And so some patients with the medical condition receive the treatment, others
don't receive the treatment. Nobody knows. Neither the investigators or the
patient, know if they're receiving it or not. And then you measure the
outcomes.
The problem with studies of religion and health, by and large, is that you
can't control assignment to being religious or not religious. You can't make
a group of patients religious, half of them religious and half of them not
religious, and then follow them for 10 years and see whether the ones who were
made religious do better than the ones who don't. And so in the absence of
that ability to control, all you can do is look at people who differ in the
index of interest: religiosity, for example, self-reported church attendance,
reading the Bible. You look at those who vary in this dimension and then see
whether they perform differently, whether they do differently, whether they
survive longer or whether they develop less heart disease, or if they have
heart disease, develop fewer complications.
The problem is that those people are self-selective. The people who are
religious differ in many other respects beside their religiosity from those
who are not religious. And it's extraordinarily difficult to tease apart
which factors may contribute to the difference in the outcomes as a result of
that kind of self-selection.
DAVIES: You often read or hear people say that it's--that there are a number
of studies that show that regular attendance at religious services is
associated with better health. And you look, in particularly at one of them
that's better-known. It's based on interviews of almost 100,000 people from
Washington County, Maryland, which concluded that regular attendance at
religious services was associated with longer lives and better health. What
did you find inadequate about that study?

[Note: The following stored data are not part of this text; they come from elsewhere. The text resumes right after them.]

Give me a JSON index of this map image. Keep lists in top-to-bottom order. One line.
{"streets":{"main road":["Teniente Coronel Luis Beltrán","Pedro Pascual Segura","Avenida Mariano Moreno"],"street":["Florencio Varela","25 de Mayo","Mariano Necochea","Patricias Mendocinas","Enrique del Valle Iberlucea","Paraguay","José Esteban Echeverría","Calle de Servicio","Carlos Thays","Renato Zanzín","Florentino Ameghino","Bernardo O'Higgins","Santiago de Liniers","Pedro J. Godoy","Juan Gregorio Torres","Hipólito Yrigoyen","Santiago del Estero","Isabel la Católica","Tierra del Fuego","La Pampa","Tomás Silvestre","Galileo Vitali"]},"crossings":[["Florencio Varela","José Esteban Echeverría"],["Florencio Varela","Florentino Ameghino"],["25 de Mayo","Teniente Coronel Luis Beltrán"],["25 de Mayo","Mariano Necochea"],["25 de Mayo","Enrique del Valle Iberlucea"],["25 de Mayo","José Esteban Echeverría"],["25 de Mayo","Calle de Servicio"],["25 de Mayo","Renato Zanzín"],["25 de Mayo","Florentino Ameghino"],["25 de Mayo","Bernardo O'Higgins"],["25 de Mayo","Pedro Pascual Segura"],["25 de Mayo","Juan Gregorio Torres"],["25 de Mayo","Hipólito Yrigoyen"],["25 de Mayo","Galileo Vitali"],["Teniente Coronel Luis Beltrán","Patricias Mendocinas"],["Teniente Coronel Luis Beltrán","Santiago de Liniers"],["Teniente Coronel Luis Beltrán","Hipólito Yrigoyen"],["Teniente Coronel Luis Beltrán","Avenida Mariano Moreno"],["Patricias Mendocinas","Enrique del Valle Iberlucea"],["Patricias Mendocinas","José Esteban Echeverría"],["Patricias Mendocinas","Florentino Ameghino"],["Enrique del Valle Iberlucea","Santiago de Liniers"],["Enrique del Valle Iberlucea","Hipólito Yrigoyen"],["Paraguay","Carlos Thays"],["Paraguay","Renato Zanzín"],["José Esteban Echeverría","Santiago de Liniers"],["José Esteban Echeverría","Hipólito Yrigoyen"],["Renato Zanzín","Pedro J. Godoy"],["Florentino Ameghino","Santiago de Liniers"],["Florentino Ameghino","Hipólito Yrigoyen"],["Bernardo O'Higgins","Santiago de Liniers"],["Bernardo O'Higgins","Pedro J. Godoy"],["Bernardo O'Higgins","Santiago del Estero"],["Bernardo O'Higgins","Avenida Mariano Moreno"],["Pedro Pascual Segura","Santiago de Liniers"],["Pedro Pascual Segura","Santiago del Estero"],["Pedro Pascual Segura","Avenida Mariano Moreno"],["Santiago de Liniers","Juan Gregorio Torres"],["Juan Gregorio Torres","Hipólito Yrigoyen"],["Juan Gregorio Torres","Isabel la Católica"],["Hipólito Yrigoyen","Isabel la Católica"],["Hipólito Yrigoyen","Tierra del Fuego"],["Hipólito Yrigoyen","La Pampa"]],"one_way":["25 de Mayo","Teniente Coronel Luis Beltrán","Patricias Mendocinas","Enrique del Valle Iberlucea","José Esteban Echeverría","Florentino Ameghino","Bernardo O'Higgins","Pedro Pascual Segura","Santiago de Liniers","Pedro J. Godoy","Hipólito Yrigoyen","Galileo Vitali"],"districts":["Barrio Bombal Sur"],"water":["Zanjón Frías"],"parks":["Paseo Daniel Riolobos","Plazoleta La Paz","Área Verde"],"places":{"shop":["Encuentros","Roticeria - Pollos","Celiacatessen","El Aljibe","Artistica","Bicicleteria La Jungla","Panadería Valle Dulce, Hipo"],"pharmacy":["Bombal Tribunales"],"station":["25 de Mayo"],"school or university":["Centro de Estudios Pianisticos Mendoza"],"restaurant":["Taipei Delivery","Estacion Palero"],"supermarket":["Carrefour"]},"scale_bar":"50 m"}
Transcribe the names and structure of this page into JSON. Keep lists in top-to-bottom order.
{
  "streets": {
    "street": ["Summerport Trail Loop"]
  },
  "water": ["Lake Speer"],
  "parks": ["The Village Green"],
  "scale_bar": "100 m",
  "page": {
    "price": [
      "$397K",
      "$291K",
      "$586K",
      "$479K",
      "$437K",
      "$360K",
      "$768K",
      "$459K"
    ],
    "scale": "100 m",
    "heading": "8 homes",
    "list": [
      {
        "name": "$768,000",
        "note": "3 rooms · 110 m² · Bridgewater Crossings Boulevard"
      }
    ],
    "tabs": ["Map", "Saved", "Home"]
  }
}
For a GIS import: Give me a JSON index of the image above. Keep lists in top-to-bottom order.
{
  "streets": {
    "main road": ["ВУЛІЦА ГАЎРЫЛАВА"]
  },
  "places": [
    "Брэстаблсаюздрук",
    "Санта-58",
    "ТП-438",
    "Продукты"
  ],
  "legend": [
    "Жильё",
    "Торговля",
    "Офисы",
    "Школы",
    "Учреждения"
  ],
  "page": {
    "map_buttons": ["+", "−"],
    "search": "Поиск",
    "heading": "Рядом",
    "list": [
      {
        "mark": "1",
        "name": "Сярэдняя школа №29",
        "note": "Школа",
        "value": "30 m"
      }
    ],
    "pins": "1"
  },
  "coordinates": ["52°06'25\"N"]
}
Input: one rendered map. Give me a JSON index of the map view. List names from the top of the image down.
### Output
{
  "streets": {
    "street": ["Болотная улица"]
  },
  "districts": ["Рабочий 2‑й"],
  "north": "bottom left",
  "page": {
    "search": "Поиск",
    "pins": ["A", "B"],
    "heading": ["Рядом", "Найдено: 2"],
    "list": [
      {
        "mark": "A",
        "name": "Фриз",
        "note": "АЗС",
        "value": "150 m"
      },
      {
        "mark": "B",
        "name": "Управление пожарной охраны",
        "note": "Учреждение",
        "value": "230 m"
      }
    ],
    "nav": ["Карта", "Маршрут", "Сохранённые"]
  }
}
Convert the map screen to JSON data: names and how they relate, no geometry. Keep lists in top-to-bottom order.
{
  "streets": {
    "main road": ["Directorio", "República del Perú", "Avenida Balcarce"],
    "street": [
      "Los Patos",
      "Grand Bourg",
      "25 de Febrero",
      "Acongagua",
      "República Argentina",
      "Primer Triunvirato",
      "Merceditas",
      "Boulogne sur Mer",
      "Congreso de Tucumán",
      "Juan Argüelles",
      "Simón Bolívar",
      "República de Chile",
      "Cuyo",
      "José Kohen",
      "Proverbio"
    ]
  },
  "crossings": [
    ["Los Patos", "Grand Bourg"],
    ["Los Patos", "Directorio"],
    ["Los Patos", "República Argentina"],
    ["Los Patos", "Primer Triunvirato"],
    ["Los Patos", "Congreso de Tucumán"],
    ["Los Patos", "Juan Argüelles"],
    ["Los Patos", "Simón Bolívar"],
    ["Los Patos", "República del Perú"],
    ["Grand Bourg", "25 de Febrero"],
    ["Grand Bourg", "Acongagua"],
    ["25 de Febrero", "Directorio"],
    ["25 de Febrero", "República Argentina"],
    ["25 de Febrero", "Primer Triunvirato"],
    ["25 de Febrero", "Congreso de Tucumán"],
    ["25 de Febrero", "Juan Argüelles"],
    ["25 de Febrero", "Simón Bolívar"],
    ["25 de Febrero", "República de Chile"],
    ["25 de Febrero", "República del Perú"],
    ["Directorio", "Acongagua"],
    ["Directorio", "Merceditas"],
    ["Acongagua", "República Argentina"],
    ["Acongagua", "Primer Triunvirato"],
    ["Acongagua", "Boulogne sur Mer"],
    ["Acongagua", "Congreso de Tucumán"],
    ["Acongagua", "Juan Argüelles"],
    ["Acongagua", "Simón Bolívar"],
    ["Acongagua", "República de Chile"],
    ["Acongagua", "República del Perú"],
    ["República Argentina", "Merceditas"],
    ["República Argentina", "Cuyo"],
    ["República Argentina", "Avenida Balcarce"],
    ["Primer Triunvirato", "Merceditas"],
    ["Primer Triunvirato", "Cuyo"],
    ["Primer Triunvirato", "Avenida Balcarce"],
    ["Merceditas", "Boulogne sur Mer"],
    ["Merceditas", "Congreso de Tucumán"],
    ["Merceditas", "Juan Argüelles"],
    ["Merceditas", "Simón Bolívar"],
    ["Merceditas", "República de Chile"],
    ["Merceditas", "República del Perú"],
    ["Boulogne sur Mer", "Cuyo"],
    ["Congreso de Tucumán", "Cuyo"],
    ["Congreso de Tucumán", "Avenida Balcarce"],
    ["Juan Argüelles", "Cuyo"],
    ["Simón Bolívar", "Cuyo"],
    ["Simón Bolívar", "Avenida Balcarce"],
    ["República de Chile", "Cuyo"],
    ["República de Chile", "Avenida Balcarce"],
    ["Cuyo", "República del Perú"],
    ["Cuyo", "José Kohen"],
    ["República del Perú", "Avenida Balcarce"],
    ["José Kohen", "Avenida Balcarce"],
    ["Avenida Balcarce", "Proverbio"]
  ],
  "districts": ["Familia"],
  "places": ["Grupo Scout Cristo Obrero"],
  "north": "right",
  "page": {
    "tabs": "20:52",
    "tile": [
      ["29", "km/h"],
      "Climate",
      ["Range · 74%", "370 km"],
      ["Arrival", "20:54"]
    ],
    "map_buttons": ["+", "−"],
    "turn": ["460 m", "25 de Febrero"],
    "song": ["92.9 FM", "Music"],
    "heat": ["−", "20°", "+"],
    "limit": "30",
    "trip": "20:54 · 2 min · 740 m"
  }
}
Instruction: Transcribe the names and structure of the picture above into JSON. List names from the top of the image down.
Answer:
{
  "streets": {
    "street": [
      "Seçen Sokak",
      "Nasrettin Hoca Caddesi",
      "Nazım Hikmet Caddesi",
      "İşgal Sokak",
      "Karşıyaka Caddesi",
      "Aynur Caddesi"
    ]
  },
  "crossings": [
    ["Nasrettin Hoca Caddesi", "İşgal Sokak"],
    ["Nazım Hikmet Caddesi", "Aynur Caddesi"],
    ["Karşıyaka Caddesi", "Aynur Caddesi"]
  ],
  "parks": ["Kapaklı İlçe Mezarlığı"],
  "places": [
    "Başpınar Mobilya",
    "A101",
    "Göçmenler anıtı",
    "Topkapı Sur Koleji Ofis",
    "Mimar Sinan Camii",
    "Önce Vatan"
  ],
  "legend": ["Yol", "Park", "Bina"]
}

Dr. SLOAN: This study provides the classic example of the
failure--initially, at least to recognize that that another factor may be
responsible for the outcome variable. You're right, that 100,000 or so
residents of Washington County, Maryland, were surveyed in the `60s and then,
in the early `70s, they were examined to see how many of them were still
alive. And the reports indicated that those who, in the 1960s, reported that
they attended church services more frequently were more likely to survive than
those who reported they attended church service less frequently.
Several years later, the lead author of this study published another report,
essentially retracting these findings, suggesting that he failed to consider a
critically important factor, which we refer to as functional status, which
means how sick people are to begin with. Those people who, in the `60s, were
initially functionally disabled, where they were sicker than the others, were
the ones less likely to go to church, and they were also, of course, more
likely to die. So rather than having a religious factor contribute to a
survival difference or a health outcome, it was that a health outcome was
influencing the capacity to go to church. Those people who were too sick
couldn't get to church, and they were the ones more likely to die.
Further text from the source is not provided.